The type of property[1] is certainly known internally. It is just a matter of making it available to technology implementators. Most likely it would be addition of Class<?> type(); method into PropertyBinding[2] class. [1] http://bits.netbeans.org/html+java/1.0/net/java/html/json/Property.html [2] http://bits.netbeans.org/html+java/1.0/org/netbeans/html/json/spi/PropertyBinding.html
Created attachment 150739 [details] PropertyBinding.type() Reporter, please confirm this change satisfies your needs.
The review period is over, so I plan to integrate as soon as reporter confirms the change satisfies his needs.
It seems that property types are not enough :(. Because of limited number of (hardcoded) usable types. My intention was to add validated types. Maybe some kind of optional attributes propagated to wrapModel could solve this problem.
OK. Let's step back. What kind of validators do you have in mind? I can imagine one working on int.class and requesting a range rather than all 32-bit values. Can you share other examples?

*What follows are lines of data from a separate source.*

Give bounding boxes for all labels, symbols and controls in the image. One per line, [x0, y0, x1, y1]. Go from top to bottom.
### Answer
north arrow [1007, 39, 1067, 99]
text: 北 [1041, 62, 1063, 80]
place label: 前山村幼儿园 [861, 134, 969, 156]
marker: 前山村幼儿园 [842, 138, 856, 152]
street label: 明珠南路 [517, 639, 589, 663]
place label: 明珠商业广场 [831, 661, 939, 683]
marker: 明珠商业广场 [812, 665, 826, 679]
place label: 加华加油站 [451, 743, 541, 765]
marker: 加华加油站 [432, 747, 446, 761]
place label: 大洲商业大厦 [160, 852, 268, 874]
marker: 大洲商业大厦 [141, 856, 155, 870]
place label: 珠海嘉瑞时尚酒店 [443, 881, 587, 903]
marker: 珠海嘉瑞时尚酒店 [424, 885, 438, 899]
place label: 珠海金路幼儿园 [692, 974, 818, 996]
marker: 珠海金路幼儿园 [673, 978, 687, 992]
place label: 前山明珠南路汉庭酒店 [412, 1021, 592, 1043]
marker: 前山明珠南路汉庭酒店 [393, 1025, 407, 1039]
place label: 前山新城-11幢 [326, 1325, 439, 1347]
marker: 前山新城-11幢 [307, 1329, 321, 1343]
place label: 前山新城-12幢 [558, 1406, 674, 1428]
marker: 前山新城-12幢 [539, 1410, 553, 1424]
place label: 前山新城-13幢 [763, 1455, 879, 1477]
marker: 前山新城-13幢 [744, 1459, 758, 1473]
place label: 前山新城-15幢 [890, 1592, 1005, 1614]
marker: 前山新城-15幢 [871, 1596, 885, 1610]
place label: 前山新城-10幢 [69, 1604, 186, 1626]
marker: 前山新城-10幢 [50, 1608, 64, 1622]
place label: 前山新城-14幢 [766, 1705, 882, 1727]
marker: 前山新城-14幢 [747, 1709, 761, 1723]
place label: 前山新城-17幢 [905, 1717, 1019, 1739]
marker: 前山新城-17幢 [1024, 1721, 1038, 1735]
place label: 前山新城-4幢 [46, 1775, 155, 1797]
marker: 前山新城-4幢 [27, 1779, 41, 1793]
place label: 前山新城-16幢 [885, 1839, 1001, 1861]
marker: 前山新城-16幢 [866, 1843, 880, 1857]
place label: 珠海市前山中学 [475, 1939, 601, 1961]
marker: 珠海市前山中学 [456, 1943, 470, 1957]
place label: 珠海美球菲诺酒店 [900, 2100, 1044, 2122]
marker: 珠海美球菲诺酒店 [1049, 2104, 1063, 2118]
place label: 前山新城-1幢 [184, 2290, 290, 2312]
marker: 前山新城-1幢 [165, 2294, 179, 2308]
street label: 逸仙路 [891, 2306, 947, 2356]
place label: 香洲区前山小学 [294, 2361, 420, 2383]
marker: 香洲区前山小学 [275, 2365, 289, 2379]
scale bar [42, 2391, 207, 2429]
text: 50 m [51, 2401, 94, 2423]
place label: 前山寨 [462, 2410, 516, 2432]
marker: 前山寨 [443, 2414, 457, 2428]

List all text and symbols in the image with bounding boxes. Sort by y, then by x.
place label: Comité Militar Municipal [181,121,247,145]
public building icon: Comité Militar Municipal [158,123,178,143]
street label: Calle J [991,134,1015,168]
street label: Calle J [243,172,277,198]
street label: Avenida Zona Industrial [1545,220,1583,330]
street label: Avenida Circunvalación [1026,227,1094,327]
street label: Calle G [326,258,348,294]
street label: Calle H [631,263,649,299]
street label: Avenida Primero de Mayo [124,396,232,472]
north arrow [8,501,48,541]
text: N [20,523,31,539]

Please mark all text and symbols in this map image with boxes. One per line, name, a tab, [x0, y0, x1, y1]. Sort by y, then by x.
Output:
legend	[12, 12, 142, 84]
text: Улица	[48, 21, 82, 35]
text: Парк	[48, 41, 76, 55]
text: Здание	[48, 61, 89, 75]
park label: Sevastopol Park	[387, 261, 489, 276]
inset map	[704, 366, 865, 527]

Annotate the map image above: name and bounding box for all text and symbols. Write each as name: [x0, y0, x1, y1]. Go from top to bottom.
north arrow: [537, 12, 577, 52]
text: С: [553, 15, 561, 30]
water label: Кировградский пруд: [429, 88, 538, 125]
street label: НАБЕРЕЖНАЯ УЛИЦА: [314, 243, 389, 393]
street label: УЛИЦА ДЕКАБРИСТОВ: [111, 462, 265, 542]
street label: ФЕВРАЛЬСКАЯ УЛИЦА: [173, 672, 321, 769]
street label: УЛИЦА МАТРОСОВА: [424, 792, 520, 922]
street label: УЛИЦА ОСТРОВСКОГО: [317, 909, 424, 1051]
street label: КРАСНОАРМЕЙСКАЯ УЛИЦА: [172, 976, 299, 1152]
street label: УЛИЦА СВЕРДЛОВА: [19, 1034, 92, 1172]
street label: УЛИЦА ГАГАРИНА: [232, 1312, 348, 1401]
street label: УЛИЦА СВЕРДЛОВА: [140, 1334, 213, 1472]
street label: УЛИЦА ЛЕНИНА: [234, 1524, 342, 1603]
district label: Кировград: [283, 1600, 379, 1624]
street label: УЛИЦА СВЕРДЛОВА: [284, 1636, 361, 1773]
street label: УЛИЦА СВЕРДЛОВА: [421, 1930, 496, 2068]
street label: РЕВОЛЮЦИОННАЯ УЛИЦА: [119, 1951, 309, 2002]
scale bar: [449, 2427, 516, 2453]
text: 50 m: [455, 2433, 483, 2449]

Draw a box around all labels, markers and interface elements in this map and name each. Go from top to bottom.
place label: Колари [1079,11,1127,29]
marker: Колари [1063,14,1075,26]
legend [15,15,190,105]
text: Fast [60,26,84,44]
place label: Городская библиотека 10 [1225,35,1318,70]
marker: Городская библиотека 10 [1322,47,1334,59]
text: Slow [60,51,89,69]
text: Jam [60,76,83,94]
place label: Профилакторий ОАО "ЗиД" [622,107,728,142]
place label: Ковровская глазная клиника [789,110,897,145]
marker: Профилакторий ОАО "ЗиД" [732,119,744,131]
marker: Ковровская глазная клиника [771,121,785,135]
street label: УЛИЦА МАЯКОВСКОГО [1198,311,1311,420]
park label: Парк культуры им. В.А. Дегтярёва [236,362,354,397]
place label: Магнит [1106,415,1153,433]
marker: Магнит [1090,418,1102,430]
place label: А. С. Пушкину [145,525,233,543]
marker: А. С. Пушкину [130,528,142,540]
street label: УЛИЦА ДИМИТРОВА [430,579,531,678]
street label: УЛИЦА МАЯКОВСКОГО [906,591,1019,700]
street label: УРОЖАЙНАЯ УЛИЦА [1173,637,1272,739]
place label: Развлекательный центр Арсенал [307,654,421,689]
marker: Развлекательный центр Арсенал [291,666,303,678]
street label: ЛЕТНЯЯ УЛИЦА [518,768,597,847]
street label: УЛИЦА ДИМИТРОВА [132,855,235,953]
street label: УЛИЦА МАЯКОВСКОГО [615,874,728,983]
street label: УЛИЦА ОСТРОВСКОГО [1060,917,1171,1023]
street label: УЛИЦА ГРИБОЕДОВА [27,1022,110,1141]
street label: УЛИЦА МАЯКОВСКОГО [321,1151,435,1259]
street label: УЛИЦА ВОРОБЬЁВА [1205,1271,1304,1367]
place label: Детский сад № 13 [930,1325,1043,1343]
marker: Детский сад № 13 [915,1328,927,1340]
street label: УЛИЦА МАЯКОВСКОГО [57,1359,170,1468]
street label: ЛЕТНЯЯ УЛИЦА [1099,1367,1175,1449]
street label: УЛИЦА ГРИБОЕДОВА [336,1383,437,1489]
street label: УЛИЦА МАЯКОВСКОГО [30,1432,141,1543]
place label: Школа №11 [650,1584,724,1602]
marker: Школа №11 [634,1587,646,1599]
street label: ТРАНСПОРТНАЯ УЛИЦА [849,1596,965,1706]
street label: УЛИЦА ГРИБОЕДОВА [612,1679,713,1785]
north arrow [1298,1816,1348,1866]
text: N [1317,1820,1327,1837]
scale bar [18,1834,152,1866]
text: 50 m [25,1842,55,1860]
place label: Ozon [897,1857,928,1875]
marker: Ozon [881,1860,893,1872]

We support following basic attributes: - Size - Precision - Required - MinValue - MaxValue - Enum - NullIfEmpty - AutoTrim - ReadOnly - DisplayName - DefaultValue - PrivateField But this attributes could be extended. Also if you use different type of property it can validate if string is e-mail, url, phone number, ... My original intention was to create some classes which will represent our property types and if user use this classes our wrapModel will know how to map them to JavaScript model. Also there can be possibility to inherit from this basic classes and set some attributes. The wrapModel then could realize that class type is derived from class that he knows how to map to JavaScript and in this case he could create instance of this class and read values of its attributes. Example: Some basic class (defined in controls4j): public final class ngFieldDef_String extends ngFieldDef { ... } User-defined class: public final class ngFieldDef_StringMax10 extends ngFieldDef_String { public ngFieldDef_StringMax10() { Size=10; } } Use: @Model(className = "AppModel", properties = { /* Application's ViewModel properties */ @Property(name = "FirstName", type = ngFieldDef_String.class), @Property(name = "Message", type = ngFieldDef_StringMax10.class), }) static class AppModelImpl { ...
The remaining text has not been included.